Before we get started, there are several actions that must be completed which we will not demonstrate in this article.

  1. Install the 23.8 version of Oracle GoldenGate Microservices Architecture for SQL Server, or upgrade an existing 23ai installation as the replication source.
  2. Install the latest 23ai version of Oracle GoldenGate Microservices Architecture for Oracle Database as the replication target. (Note: The replication target must be of the same major release, i.e., 23ai, or higher, than the replication source.)
  3. Ensure your source and target databases are up to date with patch releases.
  4. Create source and target Oracle GoldenGate Microservices deployments.
  5. Create the Oracle GoldenGate database user with appropriate privileges.

Database Analysis

For this demonstration we will be using an OLTP (Order Entry simulation) database with real time activity occuring. Before creating the Oracle GoldenGate replication environment, it is a good practice to know something about the database and data being replicated as their metadata structure will affect Oracle GoldenGate replication efficiency. 

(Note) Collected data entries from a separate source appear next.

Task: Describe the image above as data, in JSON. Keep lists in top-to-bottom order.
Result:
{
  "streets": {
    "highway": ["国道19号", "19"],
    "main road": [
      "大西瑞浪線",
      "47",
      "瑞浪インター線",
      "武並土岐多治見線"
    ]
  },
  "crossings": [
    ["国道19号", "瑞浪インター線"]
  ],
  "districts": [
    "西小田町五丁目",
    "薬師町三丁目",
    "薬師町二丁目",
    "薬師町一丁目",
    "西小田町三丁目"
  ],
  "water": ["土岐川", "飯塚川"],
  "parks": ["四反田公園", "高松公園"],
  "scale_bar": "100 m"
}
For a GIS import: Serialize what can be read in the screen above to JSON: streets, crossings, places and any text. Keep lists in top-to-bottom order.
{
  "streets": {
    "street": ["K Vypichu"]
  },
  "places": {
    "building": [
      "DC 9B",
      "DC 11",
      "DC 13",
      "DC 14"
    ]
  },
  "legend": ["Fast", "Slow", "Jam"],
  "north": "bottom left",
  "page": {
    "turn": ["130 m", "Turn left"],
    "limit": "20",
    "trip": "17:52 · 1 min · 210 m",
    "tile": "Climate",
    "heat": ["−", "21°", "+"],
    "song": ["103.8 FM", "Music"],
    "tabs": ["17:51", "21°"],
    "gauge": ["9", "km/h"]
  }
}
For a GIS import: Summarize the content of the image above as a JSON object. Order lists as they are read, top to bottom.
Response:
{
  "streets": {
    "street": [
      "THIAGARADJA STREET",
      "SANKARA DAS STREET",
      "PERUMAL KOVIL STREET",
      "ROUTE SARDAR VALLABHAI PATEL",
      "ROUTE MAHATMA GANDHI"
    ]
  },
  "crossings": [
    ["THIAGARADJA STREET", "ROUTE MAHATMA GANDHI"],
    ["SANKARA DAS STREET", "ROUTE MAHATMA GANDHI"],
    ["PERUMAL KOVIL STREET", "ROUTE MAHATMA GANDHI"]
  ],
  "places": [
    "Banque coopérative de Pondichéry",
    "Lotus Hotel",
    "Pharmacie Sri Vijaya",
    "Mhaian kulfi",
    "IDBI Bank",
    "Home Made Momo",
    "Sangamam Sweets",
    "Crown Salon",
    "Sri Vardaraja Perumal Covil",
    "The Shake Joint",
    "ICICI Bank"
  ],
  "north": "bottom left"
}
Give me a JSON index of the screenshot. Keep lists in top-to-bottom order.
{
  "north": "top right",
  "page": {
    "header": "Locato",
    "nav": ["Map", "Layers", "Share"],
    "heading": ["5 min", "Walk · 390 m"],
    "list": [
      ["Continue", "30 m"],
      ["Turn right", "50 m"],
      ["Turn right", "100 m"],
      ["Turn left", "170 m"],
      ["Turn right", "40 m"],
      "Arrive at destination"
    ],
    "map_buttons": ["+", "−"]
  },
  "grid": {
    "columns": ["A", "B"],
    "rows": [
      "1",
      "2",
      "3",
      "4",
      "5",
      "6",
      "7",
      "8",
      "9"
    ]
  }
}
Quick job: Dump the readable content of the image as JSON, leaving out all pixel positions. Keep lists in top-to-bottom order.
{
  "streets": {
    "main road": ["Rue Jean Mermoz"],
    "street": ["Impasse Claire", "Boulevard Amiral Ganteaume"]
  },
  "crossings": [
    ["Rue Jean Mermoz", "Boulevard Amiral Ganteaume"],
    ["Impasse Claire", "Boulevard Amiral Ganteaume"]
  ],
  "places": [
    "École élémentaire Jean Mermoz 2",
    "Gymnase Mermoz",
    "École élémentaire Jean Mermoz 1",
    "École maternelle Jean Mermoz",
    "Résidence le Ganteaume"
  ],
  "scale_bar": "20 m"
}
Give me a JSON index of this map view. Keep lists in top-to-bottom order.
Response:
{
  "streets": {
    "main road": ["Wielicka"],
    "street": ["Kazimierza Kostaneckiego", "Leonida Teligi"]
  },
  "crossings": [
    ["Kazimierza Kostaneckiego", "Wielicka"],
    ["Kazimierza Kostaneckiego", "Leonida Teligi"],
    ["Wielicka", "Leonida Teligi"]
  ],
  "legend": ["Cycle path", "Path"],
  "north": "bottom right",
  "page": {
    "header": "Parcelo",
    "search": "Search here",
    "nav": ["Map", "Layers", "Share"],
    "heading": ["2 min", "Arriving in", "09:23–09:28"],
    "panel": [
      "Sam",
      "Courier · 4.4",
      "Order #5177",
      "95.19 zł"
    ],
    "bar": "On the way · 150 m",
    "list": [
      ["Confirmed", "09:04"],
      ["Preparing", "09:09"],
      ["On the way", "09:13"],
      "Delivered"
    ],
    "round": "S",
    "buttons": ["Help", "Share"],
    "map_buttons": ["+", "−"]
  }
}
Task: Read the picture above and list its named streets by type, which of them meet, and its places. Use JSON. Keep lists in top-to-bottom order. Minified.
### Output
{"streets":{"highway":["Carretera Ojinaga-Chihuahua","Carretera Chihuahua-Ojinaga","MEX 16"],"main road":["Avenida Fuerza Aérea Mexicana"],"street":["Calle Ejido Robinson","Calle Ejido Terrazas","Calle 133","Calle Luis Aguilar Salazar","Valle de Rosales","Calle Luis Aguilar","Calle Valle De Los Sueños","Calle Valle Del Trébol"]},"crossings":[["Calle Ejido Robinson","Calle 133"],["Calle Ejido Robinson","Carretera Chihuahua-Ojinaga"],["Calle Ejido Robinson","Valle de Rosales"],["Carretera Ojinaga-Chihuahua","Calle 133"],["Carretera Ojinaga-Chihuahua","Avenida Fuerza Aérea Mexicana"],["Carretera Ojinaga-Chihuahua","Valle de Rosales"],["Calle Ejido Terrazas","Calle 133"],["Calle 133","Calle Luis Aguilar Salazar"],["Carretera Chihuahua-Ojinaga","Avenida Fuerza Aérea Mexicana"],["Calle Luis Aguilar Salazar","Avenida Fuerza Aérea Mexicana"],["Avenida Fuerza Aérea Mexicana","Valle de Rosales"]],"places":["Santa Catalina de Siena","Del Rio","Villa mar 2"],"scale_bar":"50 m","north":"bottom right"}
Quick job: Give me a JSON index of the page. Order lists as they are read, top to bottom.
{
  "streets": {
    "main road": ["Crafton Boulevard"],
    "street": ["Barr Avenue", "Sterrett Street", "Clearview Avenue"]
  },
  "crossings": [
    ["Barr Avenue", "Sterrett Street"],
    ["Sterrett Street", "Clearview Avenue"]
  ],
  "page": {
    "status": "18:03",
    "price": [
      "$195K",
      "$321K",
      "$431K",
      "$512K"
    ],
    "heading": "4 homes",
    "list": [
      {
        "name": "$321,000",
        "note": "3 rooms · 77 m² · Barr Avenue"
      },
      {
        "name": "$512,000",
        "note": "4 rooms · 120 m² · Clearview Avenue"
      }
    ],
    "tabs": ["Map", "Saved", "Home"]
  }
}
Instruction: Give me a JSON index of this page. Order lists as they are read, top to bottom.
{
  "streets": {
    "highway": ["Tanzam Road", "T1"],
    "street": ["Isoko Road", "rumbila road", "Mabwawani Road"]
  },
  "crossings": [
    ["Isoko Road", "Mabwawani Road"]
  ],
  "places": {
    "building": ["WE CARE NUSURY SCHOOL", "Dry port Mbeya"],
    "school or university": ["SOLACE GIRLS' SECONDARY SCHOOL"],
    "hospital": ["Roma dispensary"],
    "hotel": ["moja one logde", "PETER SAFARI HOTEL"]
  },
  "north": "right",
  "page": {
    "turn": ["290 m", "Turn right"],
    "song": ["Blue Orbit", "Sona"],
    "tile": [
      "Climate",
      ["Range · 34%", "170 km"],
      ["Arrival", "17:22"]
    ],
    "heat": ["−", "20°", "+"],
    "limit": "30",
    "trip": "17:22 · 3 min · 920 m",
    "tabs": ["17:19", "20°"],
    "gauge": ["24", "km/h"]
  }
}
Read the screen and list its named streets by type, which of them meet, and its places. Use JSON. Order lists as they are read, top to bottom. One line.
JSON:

Likewise, for instantiation, it is good to take a snapshot of the number of rows per tables. The Oracle GoldenGate Initial Load Extract is a single threaded process that performs a “select *” operation for each table in alphabetical order. This select returns all rows, which are then moved downstream through the replication path to the target database. While effective, this is not very efficient. Knowing how many rows of data need to be replicated to the target during instantiation allows you to make informed decisions about the instantiation process as databases with a large number of tables and/or tables with a large number of rows will take a large amount of time to replicate.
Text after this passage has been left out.